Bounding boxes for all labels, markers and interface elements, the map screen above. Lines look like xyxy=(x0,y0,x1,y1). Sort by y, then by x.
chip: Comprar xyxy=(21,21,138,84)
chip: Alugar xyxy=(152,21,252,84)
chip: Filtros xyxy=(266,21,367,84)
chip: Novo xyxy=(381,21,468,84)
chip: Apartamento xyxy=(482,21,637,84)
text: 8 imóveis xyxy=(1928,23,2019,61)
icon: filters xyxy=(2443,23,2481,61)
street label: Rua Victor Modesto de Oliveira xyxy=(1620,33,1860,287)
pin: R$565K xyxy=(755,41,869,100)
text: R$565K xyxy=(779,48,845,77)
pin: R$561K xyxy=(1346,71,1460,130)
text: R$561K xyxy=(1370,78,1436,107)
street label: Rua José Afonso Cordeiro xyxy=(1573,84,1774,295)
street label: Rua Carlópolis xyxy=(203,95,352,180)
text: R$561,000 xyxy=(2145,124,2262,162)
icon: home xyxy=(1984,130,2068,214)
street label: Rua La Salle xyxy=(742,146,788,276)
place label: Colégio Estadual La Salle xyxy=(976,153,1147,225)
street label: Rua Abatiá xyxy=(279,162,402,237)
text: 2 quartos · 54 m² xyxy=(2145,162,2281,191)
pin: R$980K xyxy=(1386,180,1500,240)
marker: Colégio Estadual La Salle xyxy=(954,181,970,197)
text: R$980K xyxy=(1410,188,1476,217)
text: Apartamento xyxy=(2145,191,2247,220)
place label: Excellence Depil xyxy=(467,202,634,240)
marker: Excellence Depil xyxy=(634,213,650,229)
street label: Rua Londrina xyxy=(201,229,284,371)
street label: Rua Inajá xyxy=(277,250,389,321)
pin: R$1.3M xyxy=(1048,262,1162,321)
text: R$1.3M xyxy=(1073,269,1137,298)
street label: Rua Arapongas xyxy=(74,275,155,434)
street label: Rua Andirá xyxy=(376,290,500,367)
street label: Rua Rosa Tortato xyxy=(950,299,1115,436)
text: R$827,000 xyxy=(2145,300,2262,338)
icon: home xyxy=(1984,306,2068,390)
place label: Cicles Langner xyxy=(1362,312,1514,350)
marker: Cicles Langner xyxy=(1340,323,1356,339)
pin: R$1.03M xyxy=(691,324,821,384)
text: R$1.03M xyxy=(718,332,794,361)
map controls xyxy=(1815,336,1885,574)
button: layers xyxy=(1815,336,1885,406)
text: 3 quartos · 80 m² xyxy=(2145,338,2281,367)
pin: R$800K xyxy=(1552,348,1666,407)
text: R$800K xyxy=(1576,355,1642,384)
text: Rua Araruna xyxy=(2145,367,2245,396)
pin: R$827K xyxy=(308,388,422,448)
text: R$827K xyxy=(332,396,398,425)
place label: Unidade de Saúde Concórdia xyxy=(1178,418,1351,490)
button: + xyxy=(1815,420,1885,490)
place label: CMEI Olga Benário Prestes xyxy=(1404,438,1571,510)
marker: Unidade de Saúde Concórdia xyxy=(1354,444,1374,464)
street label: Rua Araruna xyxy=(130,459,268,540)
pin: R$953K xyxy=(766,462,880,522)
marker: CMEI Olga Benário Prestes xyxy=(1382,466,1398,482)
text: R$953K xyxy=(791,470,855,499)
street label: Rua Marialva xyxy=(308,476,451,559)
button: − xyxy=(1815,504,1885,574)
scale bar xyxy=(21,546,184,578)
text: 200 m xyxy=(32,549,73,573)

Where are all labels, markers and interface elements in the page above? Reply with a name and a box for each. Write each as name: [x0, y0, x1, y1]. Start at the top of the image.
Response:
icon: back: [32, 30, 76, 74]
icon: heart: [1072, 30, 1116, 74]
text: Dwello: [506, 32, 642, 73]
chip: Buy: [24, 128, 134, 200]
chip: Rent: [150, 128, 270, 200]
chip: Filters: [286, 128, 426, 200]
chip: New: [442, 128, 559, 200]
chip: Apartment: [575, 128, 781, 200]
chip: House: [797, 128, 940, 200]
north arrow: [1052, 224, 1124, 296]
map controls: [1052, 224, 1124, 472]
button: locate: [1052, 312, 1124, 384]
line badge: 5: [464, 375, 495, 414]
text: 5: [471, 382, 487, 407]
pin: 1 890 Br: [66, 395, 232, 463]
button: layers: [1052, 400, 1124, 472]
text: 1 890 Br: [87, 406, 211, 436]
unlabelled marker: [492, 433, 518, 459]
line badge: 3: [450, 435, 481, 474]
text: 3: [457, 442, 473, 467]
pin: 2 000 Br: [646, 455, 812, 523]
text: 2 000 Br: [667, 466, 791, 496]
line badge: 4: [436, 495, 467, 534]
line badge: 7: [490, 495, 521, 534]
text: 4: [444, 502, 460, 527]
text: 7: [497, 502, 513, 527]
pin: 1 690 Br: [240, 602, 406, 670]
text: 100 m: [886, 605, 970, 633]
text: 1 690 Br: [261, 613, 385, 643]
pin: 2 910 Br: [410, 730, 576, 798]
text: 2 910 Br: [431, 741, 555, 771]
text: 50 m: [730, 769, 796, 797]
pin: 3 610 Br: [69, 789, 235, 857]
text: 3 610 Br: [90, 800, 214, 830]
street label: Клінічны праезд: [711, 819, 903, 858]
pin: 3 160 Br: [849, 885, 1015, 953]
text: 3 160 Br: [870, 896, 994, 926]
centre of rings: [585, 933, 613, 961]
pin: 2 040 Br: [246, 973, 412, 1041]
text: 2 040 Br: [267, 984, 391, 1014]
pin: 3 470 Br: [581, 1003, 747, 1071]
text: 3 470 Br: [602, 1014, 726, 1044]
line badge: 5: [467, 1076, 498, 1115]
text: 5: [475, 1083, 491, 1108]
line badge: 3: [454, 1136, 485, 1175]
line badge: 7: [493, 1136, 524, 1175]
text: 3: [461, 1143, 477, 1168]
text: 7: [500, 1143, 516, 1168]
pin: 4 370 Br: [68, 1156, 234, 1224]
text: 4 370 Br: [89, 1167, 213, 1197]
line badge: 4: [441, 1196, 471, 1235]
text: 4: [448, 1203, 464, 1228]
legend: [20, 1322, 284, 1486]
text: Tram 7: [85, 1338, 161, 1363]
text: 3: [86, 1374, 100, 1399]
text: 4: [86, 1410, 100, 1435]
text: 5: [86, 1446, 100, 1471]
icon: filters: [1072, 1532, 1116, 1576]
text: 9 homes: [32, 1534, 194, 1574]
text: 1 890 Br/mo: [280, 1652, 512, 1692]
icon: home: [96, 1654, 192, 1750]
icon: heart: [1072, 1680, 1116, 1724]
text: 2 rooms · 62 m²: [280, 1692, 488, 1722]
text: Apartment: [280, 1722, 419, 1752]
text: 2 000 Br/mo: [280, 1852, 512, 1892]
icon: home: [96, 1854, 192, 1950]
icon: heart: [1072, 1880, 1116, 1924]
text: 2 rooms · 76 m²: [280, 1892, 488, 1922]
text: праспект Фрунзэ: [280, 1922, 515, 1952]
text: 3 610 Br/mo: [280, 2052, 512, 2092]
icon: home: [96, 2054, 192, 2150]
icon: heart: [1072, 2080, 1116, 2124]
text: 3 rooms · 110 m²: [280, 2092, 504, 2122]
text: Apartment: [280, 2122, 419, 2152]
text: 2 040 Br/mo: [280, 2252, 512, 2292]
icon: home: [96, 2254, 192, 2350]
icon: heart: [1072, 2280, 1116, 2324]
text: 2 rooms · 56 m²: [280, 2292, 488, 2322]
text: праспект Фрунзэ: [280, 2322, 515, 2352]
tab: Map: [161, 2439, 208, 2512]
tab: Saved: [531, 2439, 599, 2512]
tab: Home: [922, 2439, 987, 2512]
•••••
What needs to be done: Return all the lines above exactly as given.

Response to the task:
Bounding boxes for all labels, markers and interface elements, the map screen above. Lines look like xyxy=(x0,y0,x1,y1). Sort by y, then by x.
chip: Comprar xyxy=(21,21,138,84)
chip: Alugar xyxy=(152,21,252,84)
chip: Filtros xyxy=(266,21,367,84)
chip: Novo xyxy=(381,21,468,84)
chip: Apartamento xyxy=(482,21,637,84)
text: 8 imóveis xyxy=(1928,23,2019,61)
icon: filters xyxy=(2443,23,2481,61)
street label: Rua Victor Modesto de Oliveira xyxy=(1620,33,1860,287)
pin: R$565K xyxy=(755,41,869,100)
text: R$565K xyxy=(779,48,845,77)
pin: R$561K xyxy=(1346,71,1460,130)
text: R$561K xyxy=(1370,78,1436,107)
street label: Rua José Afonso Cordeiro xyxy=(1573,84,1774,295)
street label: Rua Carlópolis xyxy=(203,95,352,180)
text: R$561,000 xyxy=(2145,124,2262,162)
icon: home xyxy=(1984,130,2068,214)
street label: Rua La Salle xyxy=(742,146,788,276)
place label: Colégio Estadual La Salle xyxy=(976,153,1147,225)
street label: Rua Abatiá xyxy=(279,162,402,237)
text: 2 quartos · 54 m² xyxy=(2145,162,2281,191)
pin: R$980K xyxy=(1386,180,1500,240)
marker: Colégio Estadual La Salle xyxy=(954,181,970,197)
text: R$980K xyxy=(1410,188,1476,217)
text: Apartamento xyxy=(2145,191,2247,220)
place label: Excellence Depil xyxy=(467,202,634,240)
marker: Excellence Depil xyxy=(634,213,650,229)
street label: Rua Londrina xyxy=(201,229,284,371)
street label: Rua Inajá xyxy=(277,250,389,321)
pin: R$1.3M xyxy=(1048,262,1162,321)
text: R$1.3M xyxy=(1073,269,1137,298)
street label: Rua Arapongas xyxy=(74,275,155,434)
street label: Rua Andirá xyxy=(376,290,500,367)
street label: Rua Rosa Tortato xyxy=(950,299,1115,436)
text: R$827,000 xyxy=(2145,300,2262,338)
icon: home xyxy=(1984,306,2068,390)
place label: Cicles Langner xyxy=(1362,312,1514,350)
marker: Cicles Langner xyxy=(1340,323,1356,339)
pin: R$1.03M xyxy=(691,324,821,384)
text: R$1.03M xyxy=(718,332,794,361)
map controls xyxy=(1815,336,1885,574)
button: layers xyxy=(1815,336,1885,406)
text: 3 quartos · 80 m² xyxy=(2145,338,2281,367)
pin: R$800K xyxy=(1552,348,1666,407)
text: R$800K xyxy=(1576,355,1642,384)
text: Rua Araruna xyxy=(2145,367,2245,396)
pin: R$827K xyxy=(308,388,422,448)
text: R$827K xyxy=(332,396,398,425)
place label: Unidade de Saúde Concórdia xyxy=(1178,418,1351,490)
button: + xyxy=(1815,420,1885,490)
place label: CMEI Olga Benário Prestes xyxy=(1404,438,1571,510)
marker: Unidade de Saúde Concórdia xyxy=(1354,444,1374,464)
street label: Rua Araruna xyxy=(130,459,268,540)
pin: R$953K xyxy=(766,462,880,522)
marker: CMEI Olga Benário Prestes xyxy=(1382,466,1398,482)
text: R$953K xyxy=(791,470,855,499)
street label: Rua Marialva xyxy=(308,476,451,559)
button: − xyxy=(1815,504,1885,574)
scale bar xyxy=(21,546,184,578)
text: 200 m xyxy=(32,549,73,573)

Where are all labels, markers and interface elements in the page above? Reply with a name and a box for each. Write each as name: [x0, y0, x1, y1]. Start at the top of the image.
Response:
icon: back: [32, 30, 76, 74]
icon: heart: [1072, 30, 1116, 74]
text: Dwello: [506, 32, 642, 73]
chip: Buy: [24, 128, 134, 200]
chip: Rent: [150, 128, 270, 200]
chip: Filters: [286, 128, 426, 200]
chip: New: [442, 128, 559, 200]
chip: Apartment: [575, 128, 781, 200]
chip: House: [797, 128, 940, 200]
north arrow: [1052, 224, 1124, 296]
map controls: [1052, 224, 1124, 472]
button: locate: [1052, 312, 1124, 384]
line badge: 5: [464, 375, 495, 414]
text: 5: [471, 382, 487, 407]
pin: 1 890 Br: [66, 395, 232, 463]
button: layers: [1052, 400, 1124, 472]
text: 1 890 Br: [87, 406, 211, 436]
unlabelled marker: [492, 433, 518, 459]
line badge: 3: [450, 435, 481, 474]
text: 3: [457, 442, 473, 467]
pin: 2 000 Br: [646, 455, 812, 523]
text: 2 000 Br: [667, 466, 791, 496]
line badge: 4: [436, 495, 467, 534]
line badge: 7: [490, 495, 521, 534]
text: 4: [444, 502, 460, 527]
text: 7: [497, 502, 513, 527]
pin: 1 690 Br: [240, 602, 406, 670]
text: 100 m: [886, 605, 970, 633]
text: 1 690 Br: [261, 613, 385, 643]
pin: 2 910 Br: [410, 730, 576, 798]
text: 2 910 Br: [431, 741, 555, 771]
text: 50 m: [730, 769, 796, 797]
pin: 3 610 Br: [69, 789, 235, 857]
text: 3 610 Br: [90, 800, 214, 830]
street label: Клінічны праезд: [711, 819, 903, 858]
pin: 3 160 Br: [849, 885, 1015, 953]
text: 3 160 Br: [870, 896, 994, 926]
centre of rings: [585, 933, 613, 961]
pin: 2 040 Br: [246, 973, 412, 1041]
text: 2 040 Br: [267, 984, 391, 1014]
pin: 3 470 Br: [581, 1003, 747, 1071]
text: 3 470 Br: [602, 1014, 726, 1044]
line badge: 5: [467, 1076, 498, 1115]
text: 5: [475, 1083, 491, 1108]
line badge: 3: [454, 1136, 485, 1175]
line badge: 7: [493, 1136, 524, 1175]
text: 3: [461, 1143, 477, 1168]
text: 7: [500, 1143, 516, 1168]
pin: 4 370 Br: [68, 1156, 234, 1224]
text: 4 370 Br: [89, 1167, 213, 1197]
line badge: 4: [441, 1196, 471, 1235]
text: 4: [448, 1203, 464, 1228]
legend: [20, 1322, 284, 1486]
text: Tram 7: [85, 1338, 161, 1363]
text: 3: [86, 1374, 100, 1399]
text: 4: [86, 1410, 100, 1435]
text: 5: [86, 1446, 100, 1471]
icon: filters: [1072, 1532, 1116, 1576]
text: 9 homes: [32, 1534, 194, 1574]
text: 1 890 Br/mo: [280, 1652, 512, 1692]
icon: home: [96, 1654, 192, 1750]
icon: heart: [1072, 1680, 1116, 1724]
text: 2 rooms · 62 m²: [280, 1692, 488, 1722]
text: Apartment: [280, 1722, 419, 1752]
text: 2 000 Br/mo: [280, 1852, 512, 1892]
icon: home: [96, 1854, 192, 1950]
icon: heart: [1072, 1880, 1116, 1924]
text: 2 rooms · 76 m²: [280, 1892, 488, 1922]
text: праспект Фрунзэ: [280, 1922, 515, 1952]
text: 3 610 Br/mo: [280, 2052, 512, 2092]
icon: home: [96, 2054, 192, 2150]
icon: heart: [1072, 2080, 1116, 2124]
text: 3 rooms · 110 m²: [280, 2092, 504, 2122]
text: Apartment: [280, 2122, 419, 2152]
text: 2 040 Br/mo: [280, 2252, 512, 2292]
icon: home: [96, 2254, 192, 2350]
icon: heart: [1072, 2280, 1116, 2324]
text: 2 rooms · 56 m²: [280, 2292, 488, 2322]
text: праспект Фрунзэ: [280, 2322, 515, 2352]
tab: Map: [161, 2439, 208, 2512]
tab: Saved: [531, 2439, 599, 2512]
tab: Home: [922, 2439, 987, 2512]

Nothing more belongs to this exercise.